### Problem
Extract the lines from the first one in the records below through the line containing "display:flex; align-items:center; gap:21px;", keeping both ends and leaving out any pictures.

---+---

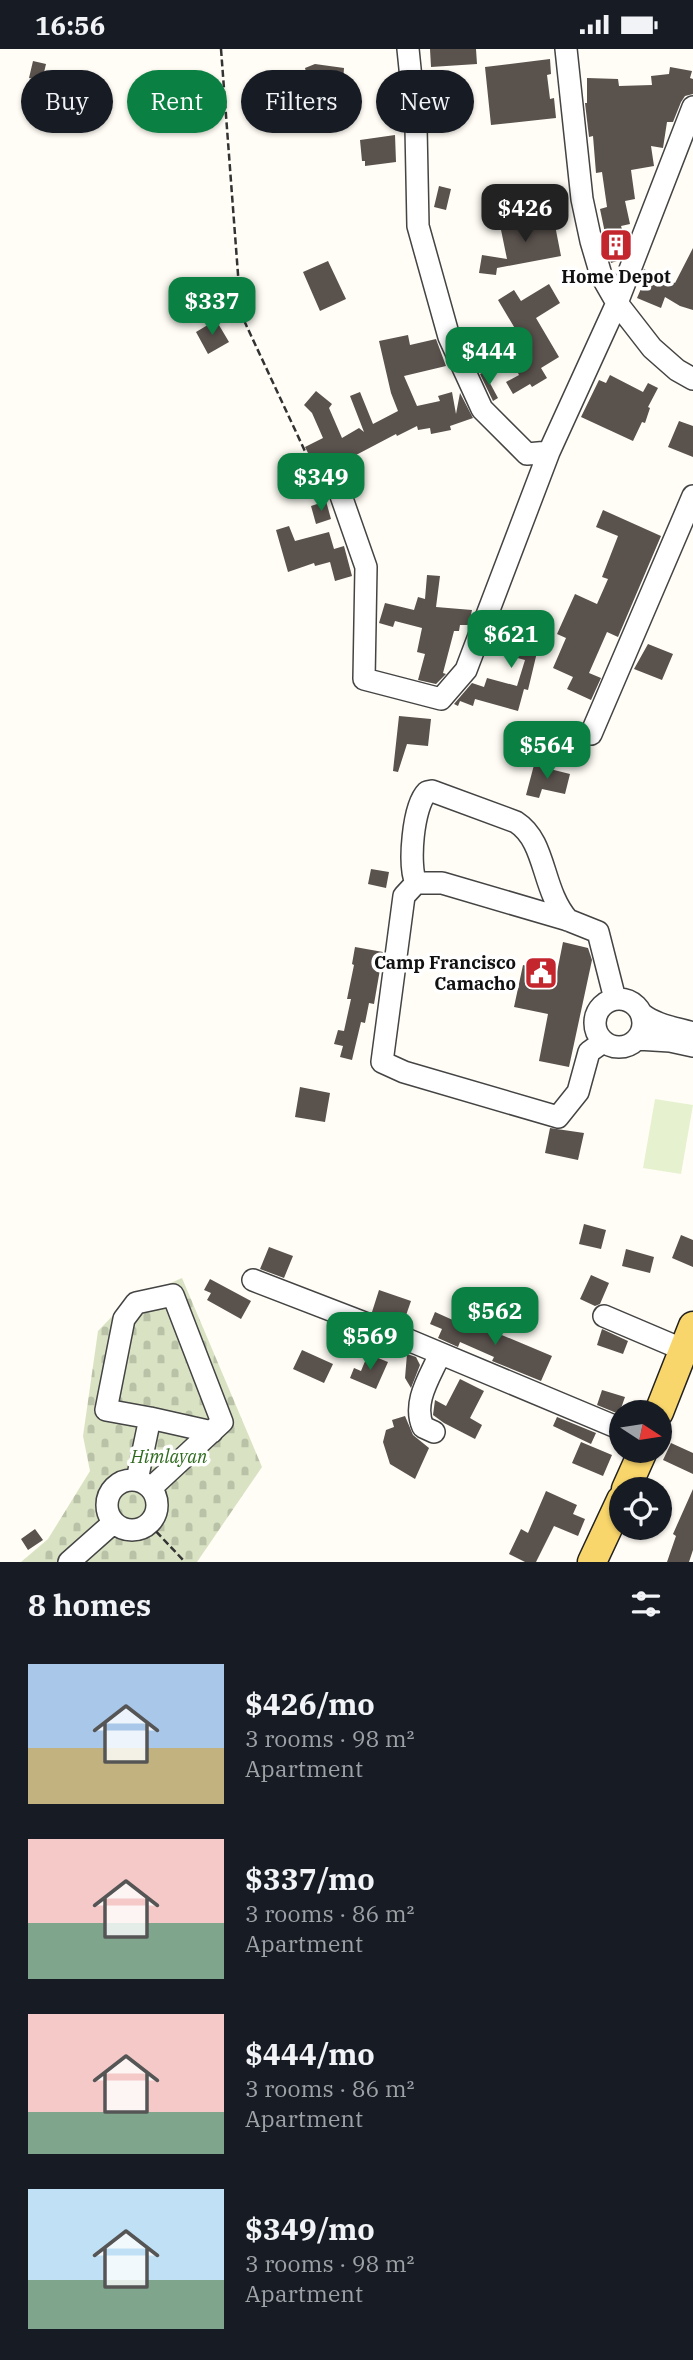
<!DOCTYPE html>
<html lang="en">
<head>
<meta charset="utf-8">
<style>
  :root { --surface:#171b24; --page:#242831; --text:#f1f3f6; --muted:#9ea1a6; --accent:#0b8043 }
  body { margin:0; font-family:"IBM Plex Serif",serif; background:var(--page); color:var(--text); height:100vh; display:flex; flex-direction:column; font-size:26px; white-space:nowrap }
  * { box-sizing:border-box; margin:0 }
  p { font-size:23px; color:var(--muted) }
  .icon { flex:none; width:38px; height:38px; fill:none; stroke:currentColor; stroke-width:2; stroke-linecap:round; stroke-linejoin:round }
  .map { position:relative; height:1513px; overflow:hidden }
  .drawer { display:flex; flex-direction:column; background:var(--surface); flex:1 }
  .drawer>* { flex:none }
  .top-card { position:absolute; left:21px; top:21px; width:651px; height:63px; display:flex; gap:14px }
  .needle { width:46px; rotate:102deg }
  .tools { position:absolute; left:609px; top:1351px; display:grid; gap:14px }
  .tools a { display:grid; place-items:center; width:63px; height:63px; border-radius:50%; background:var(--surface); box-shadow:0 2px 5px #0004; font-size:35px }
  .price { position:absolute; translate:-50% -60px; padding:0 16px; border-radius:14px; background:var(--accent); color:#fff; font-size:23px; line-height:46px; filter:drop-shadow(0 2px 4px #0008) }
  .price::after { content:''; position:absolute; left:50%; top:42px; width:21px; height:16px; margin-left:-10px; background:inherit; clip-path:polygon(0 0,100% 0,50% 100%) }
  .price.active { background:#222; color:#fff }
  ul { padding:0; list-style:none }
  li { display:flex; align-items:center; gap:21px; height:175px; padding:0 28px }
  li span { display:grid; place-items:center; flex:none; width:196px; height:140px; border-radius:0px; color:#555 }
  li>.icon { margin-inline-start:auto }
  span .icon { width:84px; height:84px; fill:#fffc; stroke-width:1 }
  li b { font-size:30px }
  h2 { display:flex; justify-content:space-between; align-items:center; height:84px; padding:0 28px; font-size:30px }
  .pill { padding:0 24px; border-radius:32px; background:var(--surface); box-shadow:0 2px 5px #0004; font-size:24px; line-height:63px }
  .pill.active { background:var(--accent); color:#fff }
  .status { display:flex; justify-content:space-between; align-items:center; height:49px; padding:0 35px; background:var(--surface); direction:ltr }
  .status svg { height:19px; fill:currentColor }
  .map>svg:first-child { display:block }
  .cemetery { fill:url(#cemetery-stones) }
  .pitch { fill:#e6f2cf }
  .building { fill:#5a524d }
  .lines { fill:none; stroke-linecap:round; stroke-linejoin:round }
  .minor-casing { stroke:#444; stroke-width:24 }
  .major-casing { stroke:#222; stroke-width:31 }
  .path { stroke:#333; stroke-width:2.5; stroke-dasharray:7 3.5; stroke-linecap:butt }
  .minor { stroke:#fff; stroke-width:21 }
  .major { stroke:#f9d66b; stroke-width:28 }
  .labels { text-anchor:middle; stroke-width:7; stroke-linejoin:round; paint-order:stroke }
  .poi-label { font-size:18px; font-weight:bold; fill:#111; stroke:#fff }
  .park-label { font-size:18px; font-style:italic; fill:#2f6b1f; stroke:#fff }
</style>
</head>
<body>
<div class="status"><b>16:56</b><svg viewBox="0 0 49 12"><path d="M0 12V9h3v3zM5 12V6h3v6zM10 12V3h3v9zM15 12V0h3v12zM26 1h20v11H26zM47 4h2v5h-2z"/></svg></div>
<div class="map">
<svg width="693" height="1513" viewBox="0 0 693 1513">
  <defs>
    <pattern id="cemetery-stones" width="16" height="16" patternUnits="userSpaceOnUse" patternTransform="scale(1.75)"><rect width="16" height="16" fill="#d9e3c4"/><path d="M2 7V4a2 2 0 0 1 4 0v3zM10 15v-3a2 2 0 0 1 4 0v3z" fill="#b9c2a7"/></pattern>
  </defs>
  <rect width="100%" height="100%" fill="#fffdf5"/>
  <path class="cemetery" d="M182,1229L262,1418L197,1513H21L48,1490L90,1422L83,1387L98,1282L125,1254Z"/>
  <path class="pitch" d="M655,1050L693,1056L681,1125L643,1119Z"/>
  <path class="building" d="M430,0H476L477,15L431,18Z
    M550,10L551,25L547,26L550,50L554,49L556,69L491,76L485,18Z
    M33,12L46,15L42,32L29,29Z
    M315,15L344,19L343,33L322,30L309,34L305,19Z
    M670,18L692,22L690,29L693,30V45L685,47L681,53L673,73H667L663,99L651,97L654,117L631,121L635,150L625,152L630,175L621,177L626,193L620,211L611,214L603,185L605,184L600,160L607,158L602,123L596,124L593,87L589,88L585,54H587V29L618,30L619,37L652,36L651,27L669,25Z
    M395,86L396,113L365,117V112H362L360,91Z
    M439,137L451,140L446,161L434,158Z
    M553,166L561,207L497,219L496,226L479,224L482,206L507,210L500,176Z
    M693,199V261L680,257L665,248L661,259L637,249L643,235L639,233L644,220L675,234Z
    M328,212L346,250L320,262L303,223Z
    M549,235L560,254L536,269L559,308L541,319L547,329L532,338L530,335L513,345L506,333L519,326L510,309L500,307L523,293L498,251L514,241L521,252Z
    M216,271L229,293L208,305L196,283Z
    M408,286L410,296L436,290L446,317L404,327L417,357L440,352L438,347L452,343L456,365L460,344L473,369L450,377L451,381L431,385L430,379L418,381L417,377L397,387L396,385L337,416L332,405L313,414L305,398L323,389L312,364L304,356L316,342L332,355L329,359L342,389L359,379L364,383L350,347L360,343L373,375L398,362L391,344L379,292Z
    M484,323L498,349L493,352L480,325Z
    M610,326L643,343L648,334L658,339L648,358L650,359L645,374L642,373L633,392L581,368L599,331L606,334Z
    M679,372L693,377V408L668,398Z
    M326,452L331,470L316,475L311,457Z
    M603,461L661,487L618,588L607,583L589,624L601,629L591,651L567,640L573,628L553,619L566,589L557,585L575,545L597,555L608,530L602,528L618,487L596,478Z
    M289,477L295,492L329,483L334,500L344,497L352,527L335,532L330,513L315,517L314,514L288,523L276,481Z
    M427,526L440,527L436,558L472,561L469,576H460L459,582H454L443,624L446,625L436,635L418,631L425,605L417,603L422,579L395,572L393,578L379,574L385,554L414,561L418,548L425,550Z
    M520,567L544,574L528,641L524,640L518,662L475,650L473,657L460,652L458,657L454,655L472,634L484,638L487,629L517,637L525,611L510,607Z
    M648,595L673,605L662,631L634,620Z
    M399,667L431,670L428,697L407,695L398,723L393,722Z
    M534,716L570,725L565,745L542,740L539,749L526,746Z
    M371,820L389,823L386,839L368,835Z
    M563,893L588,899L592,911L569,1018L539,1012L548,965L514,958L523,916L557,923Z
    M355,898L383,903L374,955L369,954L365,974L361,973L352,1011L340,1008L343,997L334,995L338,981L344,982L351,950H347L354,916L352,915Z
    M300,1038L330,1044L325,1073L295,1068Z
    M550,1079L584,1084L578,1111L545,1104Z
    M584,1175L606,1181L601,1200L579,1195Z
    M681,1186L693,1191V1218L672,1209Z
    M269,1198L293,1207L284,1229L260,1220Z
    M626,1200L654,1208L650,1224L622,1217Z
    M591,1226L609,1234L600,1255L595,1257L580,1250Z
    M210,1230L251,1252L241,1270L207,1251L211,1244L204,1241Z
    M379,1241L411,1252L403,1275L372,1263Z
    M435,1263L475,1281L478,1276L552,1307L541,1332L492,1312L494,1308L460,1293L458,1298L438,1289L442,1280L430,1275Z
    M602,1280L628,1292L623,1305L597,1296Z
    M302,1301L333,1315L324,1334L293,1320Z
    M368,1305L388,1313L376,1340L350,1329L354,1319L361,1322Z
    M407,1305L416,1308L420,1316L411,1339L405,1329Z
    M460,1330L484,1342L470,1369L482,1376L475,1390L444,1374L433,1366L435,1351L446,1357Z
    M602,1341L625,1348L619,1365L597,1356Z
    M405,1367L413,1386L429,1399L415,1430L390,1415L383,1393L386,1381L394,1378L392,1371Z
    M557,1368L596,1384L591,1395L553,1377Z
    M581,1393L612,1406L603,1427L572,1414Z
    M671,1394L693,1404V1425L663,1411Z
    M693,1440V1501L689,1513H667L676,1487L673,1485Z
    M546,1442L577,1456L573,1465L585,1470L578,1487L554,1477L536,1513H525L509,1505L521,1480L528,1484Z
    M35,1480L43,1491L28,1501L21,1490Z"/>
  <g class="lines">
    <defs>
      <path id="minor" d="M408,0L416,78L418,177L449,288L482,360L527,405L549,403
        M566,0L582,150L591,192L601,226L617,254L652,299L677,321L693,330
        M328,428L339,441L366,518L364,630L441,650L466,621L549,403L617,254L693,58
        M591,685L693,447
        M416,834C408,816 413,757 427,743L432,742L516,773C547,793 541,840 568,871
        M595 974a24 24 0 1 1 48 0a24 24 0 1 1-48 0Z
        M642,965C655,976 676,979 693,984
        M637,990L670,992L693,997
        M603,993L589,1003L578,1043L558,1068L404,1023L382,1013L404,847L416,834H442L568,871L598,883L615,950
        M253,1231L406,1290L621,1380
        M604,1267L684,1301
        M150,1369L212,1383
        M434,1383L423,1378C412,1353 430,1328 440,1305
        M107 1456a25 25 0 1 1 50 0a25 25 0 1 1-50 0Z
        M137,1431L150,1369L106,1361L124,1270L136,1254L173,1246L222,1373L151,1439
        M69,1513L113,1474"/>
      <path id="major" d="M659,1363L693,1277
        M626,1440L643,1402
        M592,1513L621,1451"/>
    </defs>
    <use href="#minor" class="minor-casing"/>
    <use href="#major" class="major-casing"/>
    <path class="path" d="M221,0L241,265L310,413L314,416
      M149,1475L185,1513"/>
    <use href="#minor" class="minor"/>
    <use href="#major" class="major"/>
  </g>
  <defs>
    <symbol id="building-square" viewBox="-11 -11 22 22"><rect x="-9" y="-9" width="18" height="18" rx="4" fill="#c4262e" stroke="#fff"/><path d="M-4-6H4V6H1V3H-1V6H-4ZM-2.5-4.3h1.7v1.8h-1.7ZM.8-4.3h1.7v1.8H.8ZM-2.5-1h1.7V.8h-1.7ZM.8-1h1.7V.8H.8Z" fill="#fff"/></symbol>
    <symbol id="civic-square" viewBox="-11 -11 22 22"><rect x="-9" y="-9" width="18" height="18" rx="4" fill="#c4262e" stroke="#fff"/><path d="M-.6-6.5H3V-4.5H.6V-3L4-1V1h2V6H-6V1h2V-1L-.6-3ZM-1.2 2.5V6h2.4V2.5Z" fill="#fff"/></symbol>
  </defs>
  <g fill-rule="evenodd">
    <use href="#building-square" x="597" y="177" width="38" height="38"/>
    <use href="#civic-square" x="522" y="905" width="38" height="38"/>
  </g>
  <g class="labels">
    <g class="poi-label">
      <text x="616" y="234">Home Depot</text>
      <text x="516" y="920" text-anchor="end">Camp Francisco<tspan x="516" dy="21">Camacho</tspan></text>
    </g>
    <g class="park-label">
      <text x="169" y="1414">Himlayan</text>
    </g>
  </g>
</svg>
<div class="tools">
<a><svg class="needle" viewBox="-14 -14 28 28"><path d="M0-13l5 13h-10z" fill="#e53935"/><path d="M0 13l5-13h-10z" fill="#9ea1a6"/></svg></a>
<a><svg class="icon" aria-label="locate" viewBox="0 0 24 24"><circle cx="12" cy="12" r="6"/><path d="M12 2v4M12 18v4M2 12h4M18 12h4"/></svg></a>
</div>
<b class="price active" style="left:525px;top:195px">$426</b>
<b class="price" style="left:212px;top:288px">$337</b>
<b class="price" style="left:489px;top:338px">$444</b>
<b class="price" style="left:321px;top:464px">$349</b>
<b class="price" style="left:511px;top:621px">$621</b>
<b class="price" style="left:547px;top:732px">$564</b>
<b class="price" style="left:495px;top:1298px">$562</b>
<b class="price" style="left:370px;top:1323px">$569</b>
<div class="top-card">
<a class="pill">Buy</a>
<a class="pill active">Rent</a>
<a class="pill">Filters</a>
<a class="pill">New</a>
</div>
</div>
<section class="drawer">
<h2>8 homes<svg class="icon" aria-label="filters" viewBox="0 0 24 24"><path d="M4 7h16M4 17h16"/><circle cx="9" cy="7" r="2"/><circle cx="15" cy="17" r="2"/></svg></h2>
<ul>
<li><span style="background:linear-gradient(#a9c7e8 60%,#c2b280 0)"><svg class="icon" aria-label="home" viewBox="0 0 24 24"><path d="M3 11l9-7 9 7M6 9v11h12V9"/></svg></span><div><b>$426/mo</b><p>3 rooms · 98 m²</p><p>Apartment</p></div></li>
<li><span style="background:linear-gradient(#f6c9c9 60%,#7fa58c 0)"><svg class="icon" aria-label="home" viewBox="0 0 24 24"><path d="M3 11l9-7 9 7M6 9v11h12V9"/></svg></span><div><b>$337/mo</b><p>3 rooms · 86 m²</p><p>Apartment</p></div></li>
<li><span style="background:linear-gradient(#f6c9c9 70%,#7fa58c 0)"><svg class="icon" aria-label="home" viewBox="0 0 24 24"><path d="M3 11l9-7 9 7M6 9v11h12V9"/></svg></span><div><b>$444/mo</b><p>3 rooms · 86 m²</p><p>Apartment</p></div></li>
<li><span style="background:linear-gradient(#bfe0f5 65%,#7fa58c 0)"><svg class="icon" aria-label="home" viewBox="0 0 24 24"><path d="M3 11l9-7 9 7M6 9v11h12V9"/></svg></span><div><b>$349/mo</b><p>3 rooms · 98 m²</p><p>Apartment</p></div></li>
</ul>
</section>
</body>
</html>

---+---

### Expected output
<!DOCTYPE html>
<html lang="en">
<head>
<meta charset="utf-8">
<style>
  :root { --surface:#171b24; --page:#242831; --text:#f1f3f6; --muted:#9ea1a6; --accent:#0b8043 }
  body { margin:0; font-family:"IBM Plex Serif",serif; background:var(--page); color:var(--text); height:100vh; display:flex; flex-direction:column; font-size:26px; white-space:nowrap }
  * { box-sizing:border-box; margin:0 }
  p { font-size:23px; color:var(--muted) }
  .icon { flex:none; width:38px; height:38px; fill:none; stroke:currentColor; stroke-width:2; stroke-linecap:round; stroke-linejoin:round }
  .map { position:relative; height:1513px; overflow:hidden }
  .drawer { display:flex; flex-direction:column; background:var(--surface); flex:1 }
  .drawer>* { flex:none }
  .top-card { position:absolute; left:21px; top:21px; width:651px; height:63px; display:flex; gap:14px }
  .needle { width:46px; rotate:102deg }
  .tools { position:absolute; left:609px; top:1351px; display:grid; gap:14px }
  .tools a { display:grid; place-items:center; width:63px; height:63px; border-radius:50%; background:var(--surface); box-shadow:0 2px 5px #0004; font-size:35px }
  .price { position:absolute; translate:-50% -60px; padding:0 16px; border-radius:14px; background:var(--accent); color:#fff; font-size:23px; line-height:46px; filter:drop-shadow(0 2px 4px #0008) }
  .price::after { content:''; position:absolute; left:50%; top:42px; width:21px; height:16px; margin-left:-10px; background:inherit; clip-path:polygon(0 0,100% 0,50% 100%) }
  .price.active { background:#222; color:#fff }
  ul { padding:0; list-style:none }
  li { display:flex; align-items:center; gap:21px; height:175px; padding:0 28px }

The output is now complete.